## ABOUT THIS TASK
Please reproduce the line containing "Task: Build a" and every line after it in the records below, exactly and with nothing else.

Stored data
+ + + +

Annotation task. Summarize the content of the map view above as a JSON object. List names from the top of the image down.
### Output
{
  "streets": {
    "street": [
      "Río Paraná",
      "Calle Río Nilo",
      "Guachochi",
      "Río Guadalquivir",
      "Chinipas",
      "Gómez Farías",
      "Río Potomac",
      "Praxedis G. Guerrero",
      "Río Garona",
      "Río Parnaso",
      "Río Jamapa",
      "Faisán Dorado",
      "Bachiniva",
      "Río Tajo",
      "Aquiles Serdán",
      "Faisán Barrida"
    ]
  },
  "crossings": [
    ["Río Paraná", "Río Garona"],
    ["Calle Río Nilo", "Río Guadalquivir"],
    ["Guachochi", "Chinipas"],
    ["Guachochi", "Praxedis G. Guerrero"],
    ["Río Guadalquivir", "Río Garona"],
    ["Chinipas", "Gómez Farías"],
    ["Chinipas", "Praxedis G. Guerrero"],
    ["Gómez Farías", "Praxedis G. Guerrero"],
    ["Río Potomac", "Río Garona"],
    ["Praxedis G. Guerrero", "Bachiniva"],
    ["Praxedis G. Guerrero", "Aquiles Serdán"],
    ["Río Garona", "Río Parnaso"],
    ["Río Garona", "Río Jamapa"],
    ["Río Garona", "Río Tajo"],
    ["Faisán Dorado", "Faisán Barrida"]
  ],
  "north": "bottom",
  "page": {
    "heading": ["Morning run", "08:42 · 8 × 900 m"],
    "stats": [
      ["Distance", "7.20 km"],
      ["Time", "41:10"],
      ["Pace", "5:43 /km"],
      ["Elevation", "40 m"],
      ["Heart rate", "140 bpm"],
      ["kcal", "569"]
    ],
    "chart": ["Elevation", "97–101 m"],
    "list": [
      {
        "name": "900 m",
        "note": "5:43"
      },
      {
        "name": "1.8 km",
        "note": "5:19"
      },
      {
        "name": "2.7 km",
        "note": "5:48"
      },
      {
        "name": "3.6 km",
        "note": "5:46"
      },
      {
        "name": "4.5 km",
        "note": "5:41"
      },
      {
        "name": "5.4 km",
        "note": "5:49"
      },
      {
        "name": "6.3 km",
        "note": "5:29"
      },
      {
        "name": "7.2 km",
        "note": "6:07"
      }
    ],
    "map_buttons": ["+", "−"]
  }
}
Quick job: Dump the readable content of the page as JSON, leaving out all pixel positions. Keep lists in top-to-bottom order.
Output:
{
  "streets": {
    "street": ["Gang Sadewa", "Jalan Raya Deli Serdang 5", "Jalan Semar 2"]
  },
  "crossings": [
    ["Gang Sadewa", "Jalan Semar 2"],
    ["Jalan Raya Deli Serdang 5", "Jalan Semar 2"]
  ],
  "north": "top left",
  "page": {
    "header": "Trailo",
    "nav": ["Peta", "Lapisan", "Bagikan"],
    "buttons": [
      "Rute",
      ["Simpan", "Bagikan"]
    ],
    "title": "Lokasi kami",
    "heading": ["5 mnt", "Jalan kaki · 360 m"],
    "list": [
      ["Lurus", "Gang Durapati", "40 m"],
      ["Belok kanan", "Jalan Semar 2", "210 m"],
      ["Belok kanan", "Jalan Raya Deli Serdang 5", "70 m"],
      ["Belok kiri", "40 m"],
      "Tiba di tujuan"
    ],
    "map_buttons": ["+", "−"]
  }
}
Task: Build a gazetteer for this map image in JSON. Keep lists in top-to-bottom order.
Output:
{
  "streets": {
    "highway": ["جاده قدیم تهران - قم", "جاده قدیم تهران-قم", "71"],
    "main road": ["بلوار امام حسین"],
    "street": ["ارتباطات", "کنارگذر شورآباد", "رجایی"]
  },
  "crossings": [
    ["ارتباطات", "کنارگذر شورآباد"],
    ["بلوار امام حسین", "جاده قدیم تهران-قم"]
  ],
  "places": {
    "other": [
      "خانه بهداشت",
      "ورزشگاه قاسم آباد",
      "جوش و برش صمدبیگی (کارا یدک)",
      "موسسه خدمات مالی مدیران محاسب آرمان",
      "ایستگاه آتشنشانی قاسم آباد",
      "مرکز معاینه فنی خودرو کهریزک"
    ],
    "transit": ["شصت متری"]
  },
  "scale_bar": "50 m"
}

+ + + +

## PROBLEM SOLUTION
Task: Build a gazetteer for this map image in JSON. Keep lists in top-to-bottom order.
Output:
{
  "streets": {
    "highway": ["جاده قدیم تهران - قم", "جاده قدیم تهران-قم", "71"],
    "main road": ["بلوار امام حسین"],
    "street": ["ارتباطات", "کنارگذر شورآباد", "رجایی"]
  },
  "crossings": [
    ["ارتباطات", "کنارگذر شورآباد"],
    ["بلوار امام حسین", "جاده قدیم تهران-قم"]
  ],
  "places": {
    "other": [
      "خانه بهداشت",
      "ورزشگاه قاسم آباد",
      "جوش و برش صمدبیگی (کارا یدک)",
      "موسسه خدمات مالی مدیران محاسب آرمان",
      "ایستگاه آتشنشانی قاسم آباد",
      "مرکز معاینه فنی خودرو کهریزک"
    ],
    "transit": ["شصت متری"]
  },
  "scale_bar": "50 m"
}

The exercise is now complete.